Where the string "stream" occurs in the material below, report the whole line.

Task material:
++++++++++
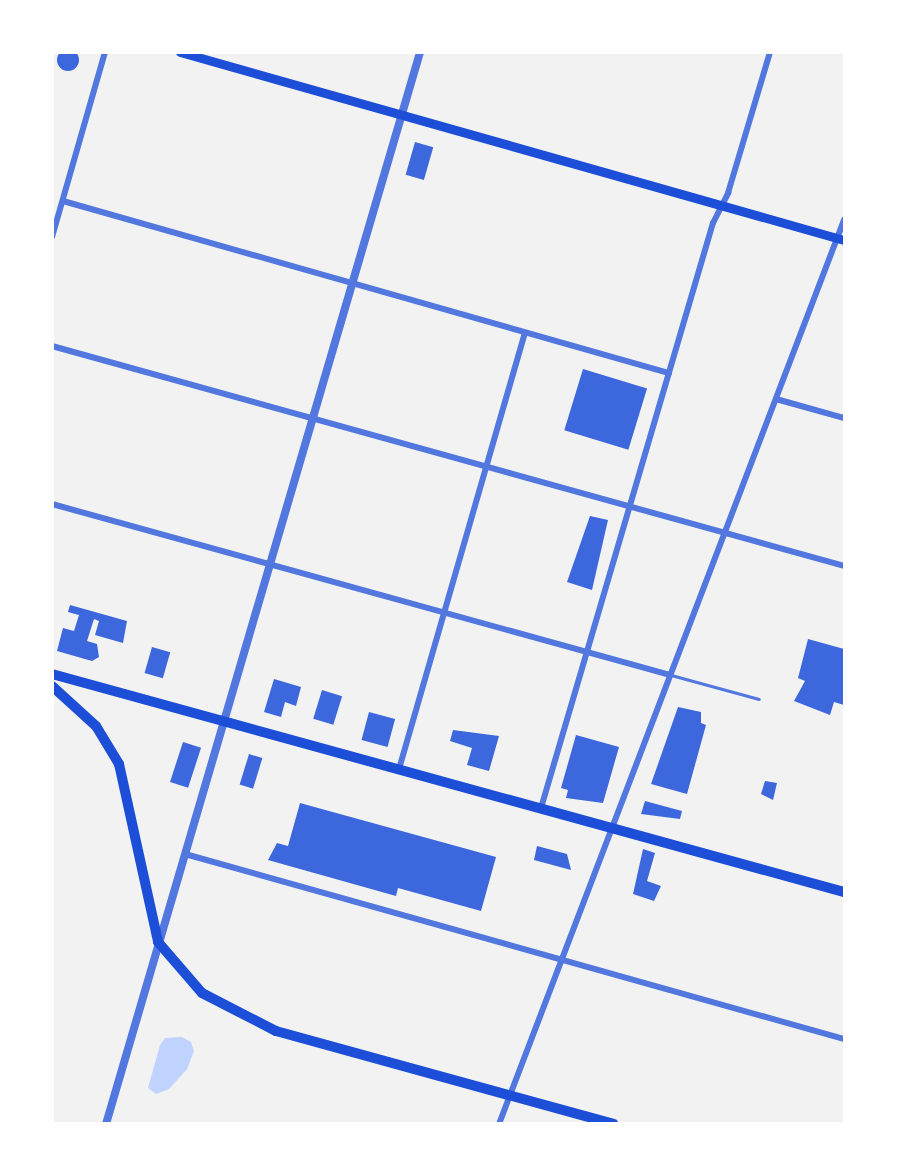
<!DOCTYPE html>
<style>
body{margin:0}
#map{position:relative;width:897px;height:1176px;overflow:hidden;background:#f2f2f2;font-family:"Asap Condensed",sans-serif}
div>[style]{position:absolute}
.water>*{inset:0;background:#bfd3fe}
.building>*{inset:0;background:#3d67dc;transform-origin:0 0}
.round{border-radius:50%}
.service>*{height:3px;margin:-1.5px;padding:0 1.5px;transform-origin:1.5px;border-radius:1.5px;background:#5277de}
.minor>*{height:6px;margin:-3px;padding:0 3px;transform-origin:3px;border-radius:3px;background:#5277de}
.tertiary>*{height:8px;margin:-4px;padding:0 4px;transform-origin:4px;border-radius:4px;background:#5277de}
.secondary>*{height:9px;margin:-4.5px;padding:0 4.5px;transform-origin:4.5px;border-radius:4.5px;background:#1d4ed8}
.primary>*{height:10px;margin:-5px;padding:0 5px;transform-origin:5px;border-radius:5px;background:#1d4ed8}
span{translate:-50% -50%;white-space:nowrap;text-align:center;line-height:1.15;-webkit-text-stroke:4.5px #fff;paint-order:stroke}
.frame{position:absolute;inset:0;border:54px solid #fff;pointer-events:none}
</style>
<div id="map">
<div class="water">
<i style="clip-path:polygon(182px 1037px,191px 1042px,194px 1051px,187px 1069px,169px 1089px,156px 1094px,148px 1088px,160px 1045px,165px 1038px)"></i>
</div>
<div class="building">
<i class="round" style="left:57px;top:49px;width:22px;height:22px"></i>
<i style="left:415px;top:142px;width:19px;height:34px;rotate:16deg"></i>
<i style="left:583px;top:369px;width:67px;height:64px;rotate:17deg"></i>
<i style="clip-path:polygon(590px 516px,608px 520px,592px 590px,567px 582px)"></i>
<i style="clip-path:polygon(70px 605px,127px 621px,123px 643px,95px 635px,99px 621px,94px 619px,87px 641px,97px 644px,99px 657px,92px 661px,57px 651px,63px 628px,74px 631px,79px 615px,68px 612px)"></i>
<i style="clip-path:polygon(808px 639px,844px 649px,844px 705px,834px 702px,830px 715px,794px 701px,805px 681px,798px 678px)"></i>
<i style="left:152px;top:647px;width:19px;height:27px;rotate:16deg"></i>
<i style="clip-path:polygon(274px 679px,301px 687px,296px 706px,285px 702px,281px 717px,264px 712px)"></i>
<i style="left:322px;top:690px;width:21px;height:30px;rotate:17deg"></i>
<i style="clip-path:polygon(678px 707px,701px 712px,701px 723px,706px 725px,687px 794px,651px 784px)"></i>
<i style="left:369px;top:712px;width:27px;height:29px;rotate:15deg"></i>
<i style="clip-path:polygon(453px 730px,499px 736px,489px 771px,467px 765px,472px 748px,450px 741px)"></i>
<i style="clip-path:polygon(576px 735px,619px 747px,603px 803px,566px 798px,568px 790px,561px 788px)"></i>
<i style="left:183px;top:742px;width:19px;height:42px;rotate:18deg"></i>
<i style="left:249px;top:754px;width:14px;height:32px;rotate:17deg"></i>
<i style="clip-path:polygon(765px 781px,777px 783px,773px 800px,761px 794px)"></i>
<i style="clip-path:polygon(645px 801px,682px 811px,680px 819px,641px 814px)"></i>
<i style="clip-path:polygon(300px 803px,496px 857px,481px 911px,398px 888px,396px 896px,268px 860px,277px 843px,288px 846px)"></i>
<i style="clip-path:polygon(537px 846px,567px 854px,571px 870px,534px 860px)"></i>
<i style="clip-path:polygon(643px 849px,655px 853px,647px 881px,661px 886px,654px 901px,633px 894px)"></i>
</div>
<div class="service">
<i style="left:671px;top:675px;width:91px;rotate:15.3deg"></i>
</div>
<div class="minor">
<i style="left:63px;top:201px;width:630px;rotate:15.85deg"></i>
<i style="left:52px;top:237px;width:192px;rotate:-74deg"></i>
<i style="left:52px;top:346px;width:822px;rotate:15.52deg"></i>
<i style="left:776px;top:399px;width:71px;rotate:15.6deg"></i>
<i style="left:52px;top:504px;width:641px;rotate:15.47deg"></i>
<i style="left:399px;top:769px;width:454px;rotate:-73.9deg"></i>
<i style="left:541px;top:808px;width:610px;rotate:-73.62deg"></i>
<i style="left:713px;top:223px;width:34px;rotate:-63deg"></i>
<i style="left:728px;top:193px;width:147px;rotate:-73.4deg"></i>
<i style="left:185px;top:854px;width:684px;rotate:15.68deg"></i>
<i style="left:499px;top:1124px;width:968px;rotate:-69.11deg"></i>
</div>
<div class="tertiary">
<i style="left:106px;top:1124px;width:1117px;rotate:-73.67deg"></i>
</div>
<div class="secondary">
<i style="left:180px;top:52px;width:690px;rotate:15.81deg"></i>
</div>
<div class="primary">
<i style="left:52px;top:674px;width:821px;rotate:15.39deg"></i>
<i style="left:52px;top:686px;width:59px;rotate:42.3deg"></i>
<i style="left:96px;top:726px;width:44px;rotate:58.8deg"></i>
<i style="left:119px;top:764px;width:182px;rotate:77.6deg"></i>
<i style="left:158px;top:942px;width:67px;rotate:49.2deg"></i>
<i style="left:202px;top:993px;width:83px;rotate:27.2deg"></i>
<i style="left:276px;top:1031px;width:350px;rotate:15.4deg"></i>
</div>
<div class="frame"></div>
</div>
++++++++++
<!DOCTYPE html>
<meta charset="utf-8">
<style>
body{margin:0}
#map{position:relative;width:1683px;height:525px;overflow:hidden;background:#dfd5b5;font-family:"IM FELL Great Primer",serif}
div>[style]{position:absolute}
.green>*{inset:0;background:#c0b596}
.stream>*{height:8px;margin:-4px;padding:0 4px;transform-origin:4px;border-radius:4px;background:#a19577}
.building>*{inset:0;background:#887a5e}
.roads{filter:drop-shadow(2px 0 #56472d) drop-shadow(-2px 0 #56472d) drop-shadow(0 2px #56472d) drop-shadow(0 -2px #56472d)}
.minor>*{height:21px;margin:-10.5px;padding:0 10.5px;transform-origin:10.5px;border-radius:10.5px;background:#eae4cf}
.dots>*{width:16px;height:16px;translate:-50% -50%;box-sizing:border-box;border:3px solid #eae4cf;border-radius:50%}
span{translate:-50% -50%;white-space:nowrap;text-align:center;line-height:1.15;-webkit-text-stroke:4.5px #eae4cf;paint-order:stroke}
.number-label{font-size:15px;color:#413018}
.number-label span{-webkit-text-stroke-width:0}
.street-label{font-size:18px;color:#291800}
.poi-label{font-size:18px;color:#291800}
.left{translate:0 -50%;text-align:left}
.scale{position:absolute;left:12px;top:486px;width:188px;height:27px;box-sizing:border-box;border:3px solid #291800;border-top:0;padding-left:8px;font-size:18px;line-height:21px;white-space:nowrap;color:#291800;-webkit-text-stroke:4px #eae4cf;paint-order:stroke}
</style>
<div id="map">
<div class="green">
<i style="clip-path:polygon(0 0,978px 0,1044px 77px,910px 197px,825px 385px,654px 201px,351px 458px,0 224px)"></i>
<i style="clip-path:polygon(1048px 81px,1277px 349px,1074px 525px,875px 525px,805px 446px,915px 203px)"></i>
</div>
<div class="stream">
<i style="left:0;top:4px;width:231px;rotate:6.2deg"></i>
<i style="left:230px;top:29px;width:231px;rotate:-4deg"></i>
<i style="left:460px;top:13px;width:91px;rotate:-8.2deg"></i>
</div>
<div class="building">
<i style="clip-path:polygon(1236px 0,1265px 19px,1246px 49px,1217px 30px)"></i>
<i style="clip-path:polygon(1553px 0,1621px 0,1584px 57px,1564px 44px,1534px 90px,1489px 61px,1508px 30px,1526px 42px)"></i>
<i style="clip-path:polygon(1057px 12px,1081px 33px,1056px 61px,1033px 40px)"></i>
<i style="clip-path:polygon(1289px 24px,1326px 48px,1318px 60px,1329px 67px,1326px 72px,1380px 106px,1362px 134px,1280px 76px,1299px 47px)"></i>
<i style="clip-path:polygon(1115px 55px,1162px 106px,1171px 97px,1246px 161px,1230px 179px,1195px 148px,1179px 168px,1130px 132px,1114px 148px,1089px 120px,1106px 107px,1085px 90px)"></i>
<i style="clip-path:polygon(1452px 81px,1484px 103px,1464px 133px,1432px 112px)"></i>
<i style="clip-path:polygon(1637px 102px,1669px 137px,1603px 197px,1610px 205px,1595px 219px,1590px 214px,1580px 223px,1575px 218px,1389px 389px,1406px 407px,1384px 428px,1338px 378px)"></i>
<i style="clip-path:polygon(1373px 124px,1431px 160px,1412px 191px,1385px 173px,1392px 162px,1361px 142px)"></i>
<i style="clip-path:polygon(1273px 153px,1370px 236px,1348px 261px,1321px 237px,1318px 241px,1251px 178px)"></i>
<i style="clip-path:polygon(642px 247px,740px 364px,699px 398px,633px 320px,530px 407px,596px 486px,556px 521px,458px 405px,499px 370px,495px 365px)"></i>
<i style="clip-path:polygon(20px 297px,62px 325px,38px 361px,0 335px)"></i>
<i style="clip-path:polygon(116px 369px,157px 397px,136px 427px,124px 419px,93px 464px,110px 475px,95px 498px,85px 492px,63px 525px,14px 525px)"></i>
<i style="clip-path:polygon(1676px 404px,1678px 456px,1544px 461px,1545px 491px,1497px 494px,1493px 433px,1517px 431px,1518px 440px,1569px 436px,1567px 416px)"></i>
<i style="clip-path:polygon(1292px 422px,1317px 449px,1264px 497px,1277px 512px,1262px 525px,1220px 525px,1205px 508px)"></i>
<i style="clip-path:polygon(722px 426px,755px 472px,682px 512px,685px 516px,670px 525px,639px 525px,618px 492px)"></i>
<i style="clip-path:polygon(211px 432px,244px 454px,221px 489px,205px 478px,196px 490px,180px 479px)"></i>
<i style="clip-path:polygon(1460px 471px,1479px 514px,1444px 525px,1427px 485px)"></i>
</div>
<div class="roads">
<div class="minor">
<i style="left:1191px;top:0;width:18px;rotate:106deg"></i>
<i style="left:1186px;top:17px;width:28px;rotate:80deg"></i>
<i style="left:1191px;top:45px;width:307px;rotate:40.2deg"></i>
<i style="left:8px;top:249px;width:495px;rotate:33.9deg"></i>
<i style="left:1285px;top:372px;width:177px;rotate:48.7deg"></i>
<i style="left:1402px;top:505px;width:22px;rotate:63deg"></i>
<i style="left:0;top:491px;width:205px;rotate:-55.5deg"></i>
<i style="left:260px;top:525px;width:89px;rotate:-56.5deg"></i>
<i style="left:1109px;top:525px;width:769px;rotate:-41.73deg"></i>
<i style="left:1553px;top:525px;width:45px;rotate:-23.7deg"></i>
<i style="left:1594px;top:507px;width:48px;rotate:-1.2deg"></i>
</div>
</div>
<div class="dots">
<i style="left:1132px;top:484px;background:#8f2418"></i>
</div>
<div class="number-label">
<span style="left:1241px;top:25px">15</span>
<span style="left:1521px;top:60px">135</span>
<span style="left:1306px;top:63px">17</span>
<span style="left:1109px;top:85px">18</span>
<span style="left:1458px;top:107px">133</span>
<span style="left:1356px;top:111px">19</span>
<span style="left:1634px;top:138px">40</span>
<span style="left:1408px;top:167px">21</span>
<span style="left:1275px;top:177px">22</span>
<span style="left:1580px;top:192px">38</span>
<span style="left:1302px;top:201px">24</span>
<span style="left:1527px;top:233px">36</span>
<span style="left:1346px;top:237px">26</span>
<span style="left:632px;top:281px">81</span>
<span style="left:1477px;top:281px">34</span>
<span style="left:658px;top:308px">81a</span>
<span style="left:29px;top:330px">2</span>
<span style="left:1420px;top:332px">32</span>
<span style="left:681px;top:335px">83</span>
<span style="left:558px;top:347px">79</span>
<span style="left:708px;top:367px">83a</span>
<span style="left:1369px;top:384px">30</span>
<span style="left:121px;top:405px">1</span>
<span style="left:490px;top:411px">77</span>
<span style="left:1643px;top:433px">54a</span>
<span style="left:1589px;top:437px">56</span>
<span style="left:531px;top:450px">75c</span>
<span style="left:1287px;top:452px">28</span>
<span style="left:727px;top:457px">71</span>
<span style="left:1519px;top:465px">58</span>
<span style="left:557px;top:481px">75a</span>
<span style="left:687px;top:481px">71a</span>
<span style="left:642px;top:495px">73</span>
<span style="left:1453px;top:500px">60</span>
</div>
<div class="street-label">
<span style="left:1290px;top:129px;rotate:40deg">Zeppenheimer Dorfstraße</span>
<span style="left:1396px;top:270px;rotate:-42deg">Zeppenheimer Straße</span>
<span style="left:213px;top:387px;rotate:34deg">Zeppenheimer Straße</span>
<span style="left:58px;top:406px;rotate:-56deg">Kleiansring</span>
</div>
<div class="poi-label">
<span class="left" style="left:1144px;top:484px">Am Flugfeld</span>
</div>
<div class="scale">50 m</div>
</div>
++++++++++
Response for this exercise:
.stream>*{height:8px;margin:-4px;padding:0 4px;transform-origin:4px;border-radius:4px;background:#a19577}
<div class="stream">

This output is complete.